Doctor Watson trembled like a wet dog on his way out of the abandoned farmhouse. The place was owned by Peter Ellis, according to Sherlock, who had explained this before they broke the door down. The man had apparently used it as a common hiding place for the bodies of victims from families that would not pay. Lestrade found this out the hard way, remaining behind to search the area, when he opened a crate and spied a broken skeleton within.

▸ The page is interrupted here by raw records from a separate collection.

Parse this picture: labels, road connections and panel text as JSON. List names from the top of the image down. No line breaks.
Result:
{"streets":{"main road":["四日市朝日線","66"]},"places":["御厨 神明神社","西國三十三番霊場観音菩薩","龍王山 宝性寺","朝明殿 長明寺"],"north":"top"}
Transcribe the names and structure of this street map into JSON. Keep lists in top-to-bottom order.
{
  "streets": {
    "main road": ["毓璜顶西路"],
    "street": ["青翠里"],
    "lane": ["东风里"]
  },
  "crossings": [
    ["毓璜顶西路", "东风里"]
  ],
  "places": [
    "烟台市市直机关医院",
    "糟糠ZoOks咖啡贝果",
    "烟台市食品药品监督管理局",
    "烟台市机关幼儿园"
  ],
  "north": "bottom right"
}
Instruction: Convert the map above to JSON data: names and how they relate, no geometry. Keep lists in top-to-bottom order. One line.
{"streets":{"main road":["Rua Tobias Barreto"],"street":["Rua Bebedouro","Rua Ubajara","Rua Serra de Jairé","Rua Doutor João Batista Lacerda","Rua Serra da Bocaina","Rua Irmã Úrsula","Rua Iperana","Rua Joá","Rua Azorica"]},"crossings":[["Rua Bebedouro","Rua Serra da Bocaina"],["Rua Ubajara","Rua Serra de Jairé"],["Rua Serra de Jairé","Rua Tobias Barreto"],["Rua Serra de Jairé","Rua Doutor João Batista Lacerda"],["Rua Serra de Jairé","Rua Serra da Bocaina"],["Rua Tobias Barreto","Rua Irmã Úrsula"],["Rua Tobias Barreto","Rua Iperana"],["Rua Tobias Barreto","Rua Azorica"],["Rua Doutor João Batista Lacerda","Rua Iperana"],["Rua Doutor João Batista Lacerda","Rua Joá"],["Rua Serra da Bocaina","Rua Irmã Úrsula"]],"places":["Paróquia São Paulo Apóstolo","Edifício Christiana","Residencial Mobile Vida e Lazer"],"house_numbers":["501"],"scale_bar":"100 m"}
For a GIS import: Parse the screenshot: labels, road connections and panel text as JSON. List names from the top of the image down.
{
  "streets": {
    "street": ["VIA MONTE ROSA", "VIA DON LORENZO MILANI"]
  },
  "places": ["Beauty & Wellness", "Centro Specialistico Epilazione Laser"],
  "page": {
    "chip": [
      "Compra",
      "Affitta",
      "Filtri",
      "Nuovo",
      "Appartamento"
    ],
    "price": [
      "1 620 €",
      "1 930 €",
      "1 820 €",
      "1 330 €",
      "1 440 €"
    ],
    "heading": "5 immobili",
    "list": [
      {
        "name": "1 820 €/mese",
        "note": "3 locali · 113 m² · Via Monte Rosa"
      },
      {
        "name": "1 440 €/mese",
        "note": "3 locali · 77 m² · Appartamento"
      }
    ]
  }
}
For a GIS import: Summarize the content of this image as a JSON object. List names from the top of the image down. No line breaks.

"Evil bastard," Lestrade muttered to himself as he closed its lid and shuffled out of the house. Onto the local police, where they would have to call in the fuller Devon department, and then he could head home and get a warm cup of coffee.

Sherlock Holmes and Doctor John Watson were waiting by the road, John coughing all the while, and Sherlock chastising him by way of "stupidity" and "being a doctor." As if Sherlock expected Doctor Watson to ignore the chill as he was certain Sherlock would have done. But the look on his face said enough, and more, perhaps, because Sherlock Holmes had no heart, really. Cared not a whit about anything but his work and maybe John Watson.

"We've got a bit of a walk, Doctor. You think you can make it?" Lestrade greeted, and Sherlock glared, unhappily interrupted, without a thank-you to be had for Lestrade's gracious help.

"Y-Yeah." John smiled thinly.

"Of course he will," Sherlock insisted, and they turned onto the road together.